Task item >> Among the lines below, list those containing the string "bottom".

Records provided >>
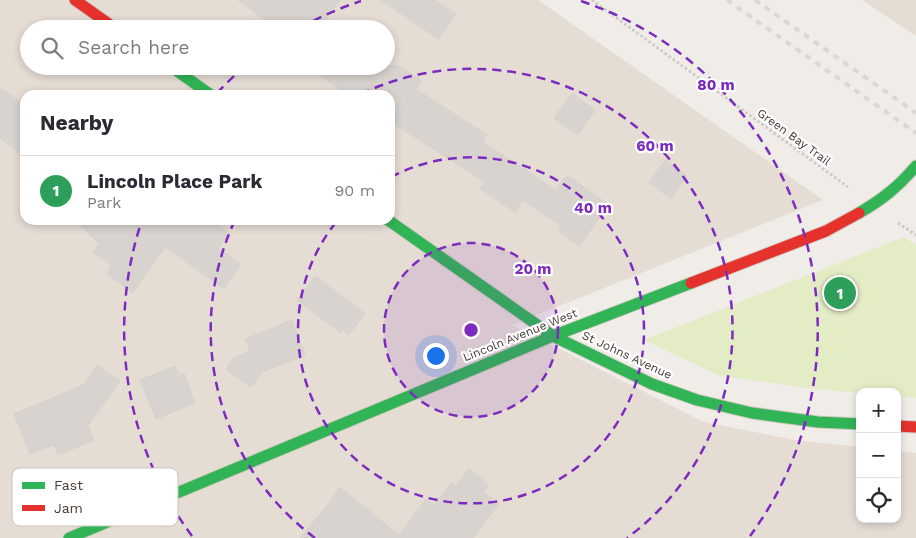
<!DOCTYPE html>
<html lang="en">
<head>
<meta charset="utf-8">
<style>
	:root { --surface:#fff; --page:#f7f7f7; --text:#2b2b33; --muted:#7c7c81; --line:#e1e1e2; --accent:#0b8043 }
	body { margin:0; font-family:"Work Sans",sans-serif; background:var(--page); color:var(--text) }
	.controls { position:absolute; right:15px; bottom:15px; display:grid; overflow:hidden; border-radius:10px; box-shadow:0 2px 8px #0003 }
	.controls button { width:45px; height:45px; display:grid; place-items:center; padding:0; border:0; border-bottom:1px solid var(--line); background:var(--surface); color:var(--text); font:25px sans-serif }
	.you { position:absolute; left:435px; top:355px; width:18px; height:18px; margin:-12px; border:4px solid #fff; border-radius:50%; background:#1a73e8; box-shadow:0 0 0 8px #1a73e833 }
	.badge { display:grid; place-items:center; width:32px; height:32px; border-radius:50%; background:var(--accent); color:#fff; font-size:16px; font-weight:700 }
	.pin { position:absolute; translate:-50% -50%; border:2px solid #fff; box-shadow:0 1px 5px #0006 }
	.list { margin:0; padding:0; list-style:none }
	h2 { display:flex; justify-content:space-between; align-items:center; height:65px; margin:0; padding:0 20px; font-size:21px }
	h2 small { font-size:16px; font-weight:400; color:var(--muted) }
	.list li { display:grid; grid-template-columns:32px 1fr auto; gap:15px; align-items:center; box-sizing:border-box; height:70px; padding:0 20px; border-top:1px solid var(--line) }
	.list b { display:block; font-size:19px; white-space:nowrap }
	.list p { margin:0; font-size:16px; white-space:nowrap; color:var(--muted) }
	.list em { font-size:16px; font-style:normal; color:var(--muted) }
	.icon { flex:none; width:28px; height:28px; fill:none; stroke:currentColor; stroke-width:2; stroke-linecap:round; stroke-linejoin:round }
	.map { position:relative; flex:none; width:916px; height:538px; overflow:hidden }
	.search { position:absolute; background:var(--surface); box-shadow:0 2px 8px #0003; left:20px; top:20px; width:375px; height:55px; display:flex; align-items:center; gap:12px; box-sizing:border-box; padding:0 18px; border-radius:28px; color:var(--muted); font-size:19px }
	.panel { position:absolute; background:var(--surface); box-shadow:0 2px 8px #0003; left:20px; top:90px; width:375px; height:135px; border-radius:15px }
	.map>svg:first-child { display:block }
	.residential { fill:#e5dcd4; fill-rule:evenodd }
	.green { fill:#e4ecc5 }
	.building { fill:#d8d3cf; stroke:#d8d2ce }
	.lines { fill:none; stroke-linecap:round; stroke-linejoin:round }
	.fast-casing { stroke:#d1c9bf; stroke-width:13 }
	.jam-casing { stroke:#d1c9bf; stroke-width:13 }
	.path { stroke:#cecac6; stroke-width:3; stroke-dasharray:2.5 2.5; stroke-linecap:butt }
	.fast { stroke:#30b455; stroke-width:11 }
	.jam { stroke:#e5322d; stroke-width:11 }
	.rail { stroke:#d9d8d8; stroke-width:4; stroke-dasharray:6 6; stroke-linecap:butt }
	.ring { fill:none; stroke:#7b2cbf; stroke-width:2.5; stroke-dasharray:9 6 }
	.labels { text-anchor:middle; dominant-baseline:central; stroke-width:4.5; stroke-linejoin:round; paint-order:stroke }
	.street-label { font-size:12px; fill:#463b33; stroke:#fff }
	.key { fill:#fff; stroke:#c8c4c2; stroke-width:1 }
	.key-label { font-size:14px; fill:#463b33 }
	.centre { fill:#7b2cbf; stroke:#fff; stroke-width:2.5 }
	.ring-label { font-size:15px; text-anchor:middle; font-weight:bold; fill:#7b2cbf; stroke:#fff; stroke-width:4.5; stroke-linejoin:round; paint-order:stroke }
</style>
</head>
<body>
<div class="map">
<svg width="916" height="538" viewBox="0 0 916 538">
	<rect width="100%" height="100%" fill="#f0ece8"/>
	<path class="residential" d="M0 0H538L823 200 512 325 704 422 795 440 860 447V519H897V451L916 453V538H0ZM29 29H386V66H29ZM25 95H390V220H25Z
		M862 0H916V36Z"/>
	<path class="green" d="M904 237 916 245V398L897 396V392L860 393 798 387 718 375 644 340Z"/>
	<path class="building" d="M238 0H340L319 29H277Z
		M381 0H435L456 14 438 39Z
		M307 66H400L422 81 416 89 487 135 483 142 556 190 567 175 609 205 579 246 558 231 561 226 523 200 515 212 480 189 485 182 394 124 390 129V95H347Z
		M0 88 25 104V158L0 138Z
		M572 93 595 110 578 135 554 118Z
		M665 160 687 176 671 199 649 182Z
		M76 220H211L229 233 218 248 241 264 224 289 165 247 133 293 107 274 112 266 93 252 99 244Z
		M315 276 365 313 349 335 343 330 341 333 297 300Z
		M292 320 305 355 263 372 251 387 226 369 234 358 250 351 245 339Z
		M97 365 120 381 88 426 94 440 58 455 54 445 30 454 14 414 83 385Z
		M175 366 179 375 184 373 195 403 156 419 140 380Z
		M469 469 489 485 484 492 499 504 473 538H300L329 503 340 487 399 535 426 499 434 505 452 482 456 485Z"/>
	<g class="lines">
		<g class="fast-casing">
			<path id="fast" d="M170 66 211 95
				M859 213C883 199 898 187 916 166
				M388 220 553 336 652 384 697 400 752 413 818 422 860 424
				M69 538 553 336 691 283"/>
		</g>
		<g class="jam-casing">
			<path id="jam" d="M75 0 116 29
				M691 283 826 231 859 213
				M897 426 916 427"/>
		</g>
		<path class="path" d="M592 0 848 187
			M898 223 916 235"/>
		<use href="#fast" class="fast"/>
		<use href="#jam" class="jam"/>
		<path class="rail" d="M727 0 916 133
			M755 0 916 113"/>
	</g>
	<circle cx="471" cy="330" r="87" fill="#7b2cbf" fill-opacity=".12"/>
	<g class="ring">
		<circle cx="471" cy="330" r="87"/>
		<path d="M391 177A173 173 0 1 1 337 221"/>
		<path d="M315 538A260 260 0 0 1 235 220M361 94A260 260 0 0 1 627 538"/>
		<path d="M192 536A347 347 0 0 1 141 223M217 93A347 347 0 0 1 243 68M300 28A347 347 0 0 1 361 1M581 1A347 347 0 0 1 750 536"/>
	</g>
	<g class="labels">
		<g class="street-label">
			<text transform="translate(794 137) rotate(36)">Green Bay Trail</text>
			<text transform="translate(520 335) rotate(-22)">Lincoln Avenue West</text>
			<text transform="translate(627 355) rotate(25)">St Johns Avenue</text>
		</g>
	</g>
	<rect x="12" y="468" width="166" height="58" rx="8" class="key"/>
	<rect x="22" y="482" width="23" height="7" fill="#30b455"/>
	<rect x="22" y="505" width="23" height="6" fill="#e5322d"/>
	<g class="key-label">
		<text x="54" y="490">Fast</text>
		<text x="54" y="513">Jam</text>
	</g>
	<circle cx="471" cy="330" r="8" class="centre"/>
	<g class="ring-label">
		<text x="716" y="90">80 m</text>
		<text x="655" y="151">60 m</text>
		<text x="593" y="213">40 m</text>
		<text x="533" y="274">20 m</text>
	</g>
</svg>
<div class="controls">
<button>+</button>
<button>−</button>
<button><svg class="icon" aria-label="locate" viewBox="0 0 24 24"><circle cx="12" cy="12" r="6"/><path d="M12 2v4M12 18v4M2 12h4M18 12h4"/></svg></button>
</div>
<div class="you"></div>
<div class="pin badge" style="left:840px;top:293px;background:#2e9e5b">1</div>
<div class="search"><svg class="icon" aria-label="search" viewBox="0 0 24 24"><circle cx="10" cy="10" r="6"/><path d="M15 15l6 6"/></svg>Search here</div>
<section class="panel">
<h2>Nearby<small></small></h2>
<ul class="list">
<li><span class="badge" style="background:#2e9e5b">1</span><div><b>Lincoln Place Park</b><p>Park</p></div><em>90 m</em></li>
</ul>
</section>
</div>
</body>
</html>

* * *

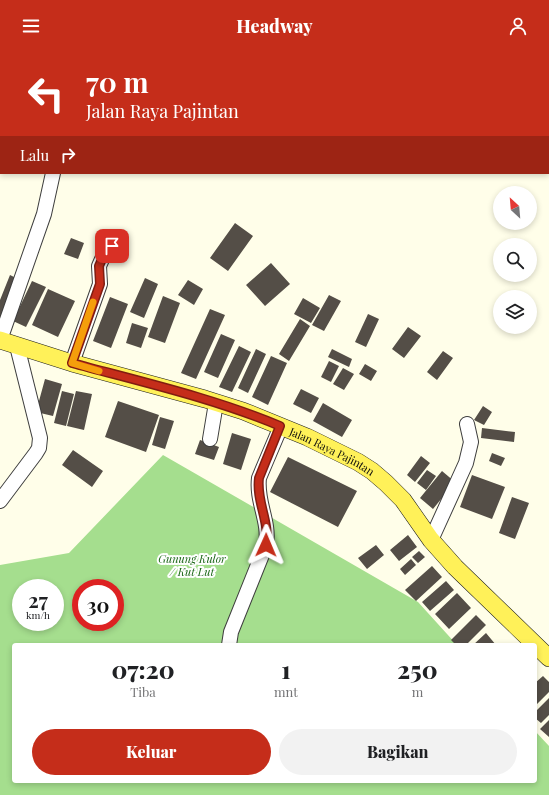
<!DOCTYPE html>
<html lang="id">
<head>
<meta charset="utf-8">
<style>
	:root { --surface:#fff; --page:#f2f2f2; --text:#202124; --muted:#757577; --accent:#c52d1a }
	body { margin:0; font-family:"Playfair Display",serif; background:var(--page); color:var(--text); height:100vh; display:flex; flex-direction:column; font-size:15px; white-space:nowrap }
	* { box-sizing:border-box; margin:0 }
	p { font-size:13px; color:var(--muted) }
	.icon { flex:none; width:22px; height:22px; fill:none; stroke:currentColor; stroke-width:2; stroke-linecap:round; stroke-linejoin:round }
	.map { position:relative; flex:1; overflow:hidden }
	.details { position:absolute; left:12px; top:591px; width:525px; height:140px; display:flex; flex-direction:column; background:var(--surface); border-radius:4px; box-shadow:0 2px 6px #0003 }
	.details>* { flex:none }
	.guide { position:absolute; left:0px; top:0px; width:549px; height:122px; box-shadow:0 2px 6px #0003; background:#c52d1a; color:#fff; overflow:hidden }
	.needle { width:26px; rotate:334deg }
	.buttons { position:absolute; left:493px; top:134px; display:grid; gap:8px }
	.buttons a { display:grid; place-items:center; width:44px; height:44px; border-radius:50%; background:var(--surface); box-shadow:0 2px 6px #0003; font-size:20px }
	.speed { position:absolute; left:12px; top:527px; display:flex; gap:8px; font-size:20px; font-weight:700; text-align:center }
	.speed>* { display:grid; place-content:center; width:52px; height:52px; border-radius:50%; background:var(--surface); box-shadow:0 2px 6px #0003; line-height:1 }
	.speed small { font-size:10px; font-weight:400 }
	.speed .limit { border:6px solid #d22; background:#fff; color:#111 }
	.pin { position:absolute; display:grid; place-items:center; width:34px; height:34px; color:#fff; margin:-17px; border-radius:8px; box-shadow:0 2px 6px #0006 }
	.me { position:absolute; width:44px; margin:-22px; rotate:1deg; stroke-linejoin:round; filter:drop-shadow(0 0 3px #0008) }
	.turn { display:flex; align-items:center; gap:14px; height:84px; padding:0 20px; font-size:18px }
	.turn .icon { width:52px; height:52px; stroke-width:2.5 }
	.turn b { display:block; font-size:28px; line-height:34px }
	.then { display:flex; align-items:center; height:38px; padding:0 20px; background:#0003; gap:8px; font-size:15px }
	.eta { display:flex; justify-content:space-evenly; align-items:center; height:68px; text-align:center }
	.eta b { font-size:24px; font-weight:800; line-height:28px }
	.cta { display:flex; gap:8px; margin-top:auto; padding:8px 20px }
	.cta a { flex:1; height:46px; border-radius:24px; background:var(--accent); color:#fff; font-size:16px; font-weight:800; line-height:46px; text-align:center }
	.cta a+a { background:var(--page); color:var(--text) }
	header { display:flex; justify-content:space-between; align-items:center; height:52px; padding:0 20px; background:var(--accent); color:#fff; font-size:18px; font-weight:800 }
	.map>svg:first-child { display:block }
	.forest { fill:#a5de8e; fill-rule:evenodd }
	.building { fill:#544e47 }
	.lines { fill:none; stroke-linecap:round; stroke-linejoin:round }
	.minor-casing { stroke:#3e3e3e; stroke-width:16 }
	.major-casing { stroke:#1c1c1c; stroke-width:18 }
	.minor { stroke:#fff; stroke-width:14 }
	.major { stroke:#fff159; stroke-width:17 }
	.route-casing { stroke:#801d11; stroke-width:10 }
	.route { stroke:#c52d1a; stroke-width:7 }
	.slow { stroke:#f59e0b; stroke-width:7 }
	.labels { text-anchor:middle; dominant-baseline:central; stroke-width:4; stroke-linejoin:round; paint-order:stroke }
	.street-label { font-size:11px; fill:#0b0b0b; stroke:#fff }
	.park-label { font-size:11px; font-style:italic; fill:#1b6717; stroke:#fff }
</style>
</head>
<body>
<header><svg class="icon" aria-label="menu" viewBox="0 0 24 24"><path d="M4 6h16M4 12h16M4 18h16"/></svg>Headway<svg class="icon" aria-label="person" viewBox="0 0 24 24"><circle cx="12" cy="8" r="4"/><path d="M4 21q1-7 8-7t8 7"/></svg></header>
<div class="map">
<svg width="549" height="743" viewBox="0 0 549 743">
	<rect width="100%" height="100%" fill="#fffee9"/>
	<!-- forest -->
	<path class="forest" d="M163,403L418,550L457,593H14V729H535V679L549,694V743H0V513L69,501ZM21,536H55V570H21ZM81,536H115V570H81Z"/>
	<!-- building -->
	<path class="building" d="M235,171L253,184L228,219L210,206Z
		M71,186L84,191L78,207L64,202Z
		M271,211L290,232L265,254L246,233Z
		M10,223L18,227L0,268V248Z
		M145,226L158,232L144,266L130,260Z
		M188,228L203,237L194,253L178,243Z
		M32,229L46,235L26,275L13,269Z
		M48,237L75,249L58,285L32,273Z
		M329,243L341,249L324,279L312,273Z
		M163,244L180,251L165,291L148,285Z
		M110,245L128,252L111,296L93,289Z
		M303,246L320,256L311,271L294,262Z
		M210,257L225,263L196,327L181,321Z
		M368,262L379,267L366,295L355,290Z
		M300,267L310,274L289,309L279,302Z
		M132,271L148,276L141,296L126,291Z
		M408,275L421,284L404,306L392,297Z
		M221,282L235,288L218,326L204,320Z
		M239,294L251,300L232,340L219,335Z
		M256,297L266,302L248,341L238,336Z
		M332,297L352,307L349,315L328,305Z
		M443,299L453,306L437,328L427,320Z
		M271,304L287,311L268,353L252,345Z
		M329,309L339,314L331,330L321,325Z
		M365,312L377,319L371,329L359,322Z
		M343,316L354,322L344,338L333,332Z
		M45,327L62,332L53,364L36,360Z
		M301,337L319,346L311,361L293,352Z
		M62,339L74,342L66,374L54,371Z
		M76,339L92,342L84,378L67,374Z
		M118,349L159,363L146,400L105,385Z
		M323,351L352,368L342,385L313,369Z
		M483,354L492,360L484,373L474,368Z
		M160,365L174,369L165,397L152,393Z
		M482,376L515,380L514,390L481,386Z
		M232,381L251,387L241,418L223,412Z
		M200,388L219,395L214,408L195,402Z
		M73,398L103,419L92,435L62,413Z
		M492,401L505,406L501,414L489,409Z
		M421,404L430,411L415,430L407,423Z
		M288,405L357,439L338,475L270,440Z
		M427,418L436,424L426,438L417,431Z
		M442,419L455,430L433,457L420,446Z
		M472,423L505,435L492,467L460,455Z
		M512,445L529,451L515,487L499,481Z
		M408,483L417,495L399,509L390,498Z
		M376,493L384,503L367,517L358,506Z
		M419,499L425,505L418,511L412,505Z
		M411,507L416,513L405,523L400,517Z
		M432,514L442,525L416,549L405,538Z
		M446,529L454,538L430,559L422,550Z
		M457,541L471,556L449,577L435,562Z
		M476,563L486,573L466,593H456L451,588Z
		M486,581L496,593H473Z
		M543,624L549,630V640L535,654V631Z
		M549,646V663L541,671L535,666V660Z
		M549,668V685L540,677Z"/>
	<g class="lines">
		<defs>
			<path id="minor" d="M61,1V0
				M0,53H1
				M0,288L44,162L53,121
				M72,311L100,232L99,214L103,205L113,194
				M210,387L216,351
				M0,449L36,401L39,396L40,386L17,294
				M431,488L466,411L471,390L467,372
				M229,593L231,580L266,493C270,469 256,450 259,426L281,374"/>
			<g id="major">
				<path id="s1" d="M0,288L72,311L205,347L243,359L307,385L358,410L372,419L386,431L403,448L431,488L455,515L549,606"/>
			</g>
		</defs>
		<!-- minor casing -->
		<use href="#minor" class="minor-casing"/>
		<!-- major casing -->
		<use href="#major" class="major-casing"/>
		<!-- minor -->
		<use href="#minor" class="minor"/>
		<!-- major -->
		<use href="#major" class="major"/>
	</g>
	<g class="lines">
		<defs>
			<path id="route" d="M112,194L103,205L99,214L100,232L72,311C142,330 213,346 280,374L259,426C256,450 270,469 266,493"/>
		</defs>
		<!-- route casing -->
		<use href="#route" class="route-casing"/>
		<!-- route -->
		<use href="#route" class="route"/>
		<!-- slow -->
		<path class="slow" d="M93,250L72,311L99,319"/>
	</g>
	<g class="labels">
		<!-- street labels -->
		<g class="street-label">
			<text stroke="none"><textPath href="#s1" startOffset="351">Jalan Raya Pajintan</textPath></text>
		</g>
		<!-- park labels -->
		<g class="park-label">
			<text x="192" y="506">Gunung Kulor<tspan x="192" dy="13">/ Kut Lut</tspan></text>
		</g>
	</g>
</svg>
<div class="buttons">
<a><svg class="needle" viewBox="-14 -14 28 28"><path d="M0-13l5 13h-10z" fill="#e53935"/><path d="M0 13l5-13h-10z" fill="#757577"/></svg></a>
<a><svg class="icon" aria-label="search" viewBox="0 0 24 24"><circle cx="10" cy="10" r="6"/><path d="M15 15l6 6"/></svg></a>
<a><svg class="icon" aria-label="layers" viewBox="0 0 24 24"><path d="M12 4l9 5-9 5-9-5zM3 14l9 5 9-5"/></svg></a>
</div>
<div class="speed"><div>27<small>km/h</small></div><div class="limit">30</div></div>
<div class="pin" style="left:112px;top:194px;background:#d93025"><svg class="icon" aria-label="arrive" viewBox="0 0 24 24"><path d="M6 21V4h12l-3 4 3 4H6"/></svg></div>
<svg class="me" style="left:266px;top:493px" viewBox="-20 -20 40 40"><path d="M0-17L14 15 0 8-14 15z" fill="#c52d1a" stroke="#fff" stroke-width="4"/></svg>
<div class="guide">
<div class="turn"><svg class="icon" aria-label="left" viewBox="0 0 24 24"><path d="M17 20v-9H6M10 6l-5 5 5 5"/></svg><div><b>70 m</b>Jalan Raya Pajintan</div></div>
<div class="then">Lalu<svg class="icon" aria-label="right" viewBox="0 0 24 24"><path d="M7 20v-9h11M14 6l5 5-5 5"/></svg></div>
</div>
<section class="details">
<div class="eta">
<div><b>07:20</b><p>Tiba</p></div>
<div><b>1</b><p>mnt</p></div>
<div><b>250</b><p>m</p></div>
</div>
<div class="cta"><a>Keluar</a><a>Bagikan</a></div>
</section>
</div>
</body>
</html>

Exercise result >>
	.controls { position:absolute; right:15px; bottom:15px; display:grid; overflow:hidden; border-radius:10px; box-shadow:0 2px 8px #0003 }
	.controls button { width:45px; height:45px; display:grid; place-items:center; padding:0; border:0; border-bottom:1px solid var(--line); background:var(--surface); color:var(--text); font:25px sans-serif }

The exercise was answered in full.